=== Action item ===
Each line from the one containing "M0,0h78l-27,39 -51,-36z" through the last line of the records below is to be set down exactly; the rest stays out.

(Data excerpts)
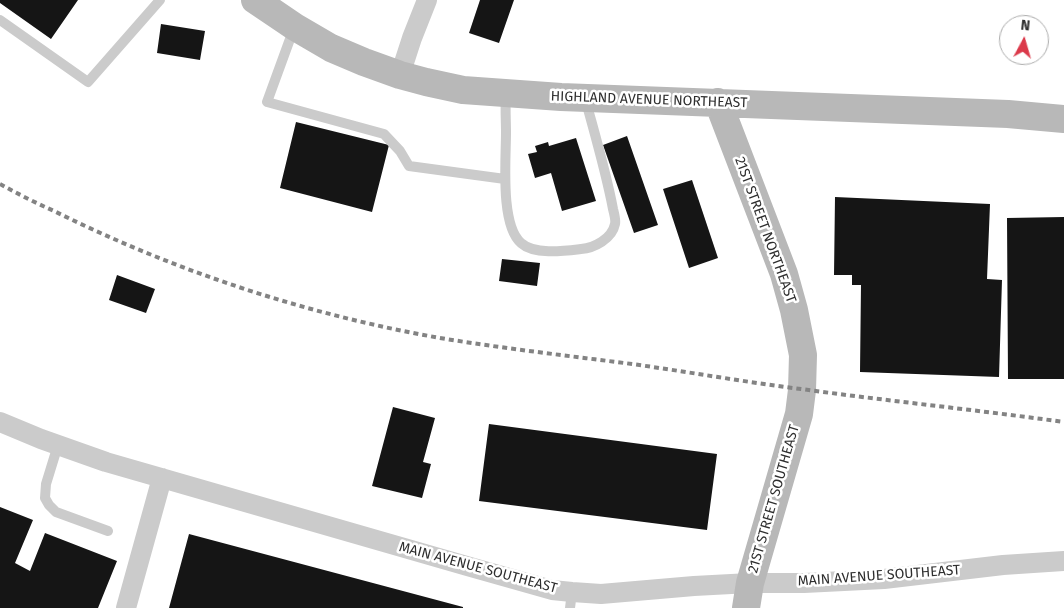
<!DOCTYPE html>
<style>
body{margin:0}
#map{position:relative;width:1064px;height:608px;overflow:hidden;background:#fff;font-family:"Fira Sans",sans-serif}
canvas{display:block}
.north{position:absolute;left:999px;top:15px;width:50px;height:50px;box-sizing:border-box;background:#fff;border:1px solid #ababab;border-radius:50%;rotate:6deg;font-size:14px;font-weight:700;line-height:20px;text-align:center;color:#2e2e2e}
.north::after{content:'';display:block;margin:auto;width:18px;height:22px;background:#db394a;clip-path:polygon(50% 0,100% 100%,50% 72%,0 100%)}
</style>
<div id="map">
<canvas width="1064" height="608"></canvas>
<div class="north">N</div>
</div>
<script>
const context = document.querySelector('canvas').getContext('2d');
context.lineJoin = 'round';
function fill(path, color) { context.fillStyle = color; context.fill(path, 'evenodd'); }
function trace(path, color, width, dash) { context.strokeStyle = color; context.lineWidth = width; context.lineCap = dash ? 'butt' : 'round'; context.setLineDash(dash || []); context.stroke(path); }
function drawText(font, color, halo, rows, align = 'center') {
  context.font = font + ' "Fira Sans",sans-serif'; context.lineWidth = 5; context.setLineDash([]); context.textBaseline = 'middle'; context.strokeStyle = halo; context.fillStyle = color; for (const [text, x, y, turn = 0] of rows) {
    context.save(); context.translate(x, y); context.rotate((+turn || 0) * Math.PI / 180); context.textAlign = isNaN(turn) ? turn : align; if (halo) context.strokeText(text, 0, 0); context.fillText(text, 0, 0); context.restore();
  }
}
fill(new Path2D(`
 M0,0h78l-27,39 -51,-36z
 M480,0h34l-15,43 -30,-10z
 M161,24l44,7 -5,29 -43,-7z
 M296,122l93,23 -17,67 -92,-24z
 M627,136l31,89 -24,8 -31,-88z
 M576,138l20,63 -34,10 -11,-38 -16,5 -7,-24 9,-2 -2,-6 13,-4 1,4z
 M692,180l26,78 -29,10 -26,-79z
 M835,197l155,7 -3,75 15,1 -3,97 -139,-5 1,-87h-9v-10h-18z
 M1064,217v162h-56l-1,-161z
 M502,259l38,4 -3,23 -38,-5z
 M117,275l38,14 -9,24 -37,-13z
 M393,407l42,11 -12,44 8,2 -9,34 -50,-12z
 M489,424l228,30 -10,76 -228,-29z
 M0,507l33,13 -18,43 15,8 15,-38 72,28 -19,47h-98z
 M189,534l274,73v1h-294z`), '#151515');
trace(new Path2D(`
 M0,20l88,62 72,-82
 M294,28l-27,74 117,32 16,17 9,15 96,13
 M506,95c-1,12 0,25 0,38 0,26 -6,92 15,110 13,12 43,8 60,6 13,-1 31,-10 34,-25 1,-4 -1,-11 -2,-15 -7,-37 -18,-74 -28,-111
 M58,445l-12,39 -1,14 4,7 7,7 52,19
 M570,608l2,-16`), '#cbcbcb', 10);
trace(new Path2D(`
 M400,75l12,-37 15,-38
 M0,422l41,17 65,23 361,104 85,24 20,2 29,2 93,-8 56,-3h54l80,-4 119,-14 61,-4
 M126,608l36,-130`), '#cbcbcb', 20);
trace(new Path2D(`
 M255,0l40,27 36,21 33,14 36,13 26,7 37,8 98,7 447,17 56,5
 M718,102l66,172 10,36 9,45 -1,35 -3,24 -49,169 -4,25`), '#b8b8b8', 28);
trace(new Path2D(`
 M0,184c18,10 36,19 54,27 123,61 257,105 392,128 62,10 124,17 186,25 57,8 113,18 169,25 88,12 176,21 263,33`), '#838383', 4, [5, 4]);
drawText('14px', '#2e2e2e', '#fff', [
 ["HIGHLAND AVENUE NORTHEAST",649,100,2],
 ["21ST STREET NORTHEAST",765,230,70],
 ["21ST STREET SOUTHEAST",774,499,-74],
 ["MAIN AVENUE SOUTHEAST",478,568,15],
 ["MAIN AVENUE SOUTHEAST",879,576,-4]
]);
</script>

=== Expected answer ===
 M0,0h78l-27,39 -51,-36z
 M480,0h34l-15,43 -30,-10z
 M161,24l44,7 -5,29 -43,-7z
 M296,122l93,23 -17,67 -92,-24z
 M627,136l31,89 -24,8 -31,-88z
 M576,138l20,63 -34,10 -11,-38 -16,5 -7,-24 9,-2 -2,-6 13,-4 1,4z
 M692,180l26,78 -29,10 -26,-79z
 M835,197l155,7 -3,75 15,1 -3,97 -139,-5 1,-87h-9v-10h-18z
 M1064,217v162h-56l-1,-161z
 M502,259l38,4 -3,23 -38,-5z
 M117,275l38,14 -9,24 -37,-13z
 M393,407l42,11 -12,44 8,2 -9,34 -50,-12z
 M489,424l228,30 -10,76 -228,-29z
 M0,507l33,13 -18,43 15,8 15,-38 72,28 -19,47h-98z
 M189,534l274,73v1h-294z`), '#151515');
trace(new Path2D(`
 M0,20l88,62 72,-82
 M294,28l-27,74 117,32 16,17 9,15 96,13
 M506,95c-1,12 0,25 0,38 0,26 -6,92 15,110 13,12 43,8 60,6 13,-1 31,-10 34,-25 1,-4 -1,-11 -2,-15 -7,-37 -18,-74 -28,-111
 M58,445l-12,39 -1,14 4,7 7,7 52,19
 M570,608l2,-16`), '#cbcbcb', 10);
trace(new Path2D(`
 M400,75l12,-37 15,-38
 M0,422l41,17 65,23 361,104 85,24 20,2 29,2 93,-8 56,-3h54l80,-4 119,-14 61,-4
 M126,608l36,-130`), '#cbcbcb', 20);
trace(new Path2D(`
 M255,0l40,27 36,21 33,14 36,13 26,7 37,8 98,7 447,17 56,5
 M718,102l66,172 10,36 9,45 -1,35 -3,24 -49,169 -4,25`), '#b8b8b8', 28);
trace(new Path2D(`
 M0,184c18,10 36,19 54,27 123,61 257,105 392,128 62,10 124,17 186,25 57,8 113,18 169,25 88,12 176,21 263,33`), '#838383', 4, [5, 4]);
drawText('14px', '#2e2e2e', '#fff', [
 ["HIGHLAND AVENUE NORTHEAST",649,100,2],
 ["21ST STREET NORTHEAST",765,230,70],
 ["21ST STREET SOUTHEAST",774,499,-74],
 ["MAIN AVENUE SOUTHEAST",478,568,15],
 ["MAIN AVENUE SOUTHEAST",879,576,-4]
]);
</script>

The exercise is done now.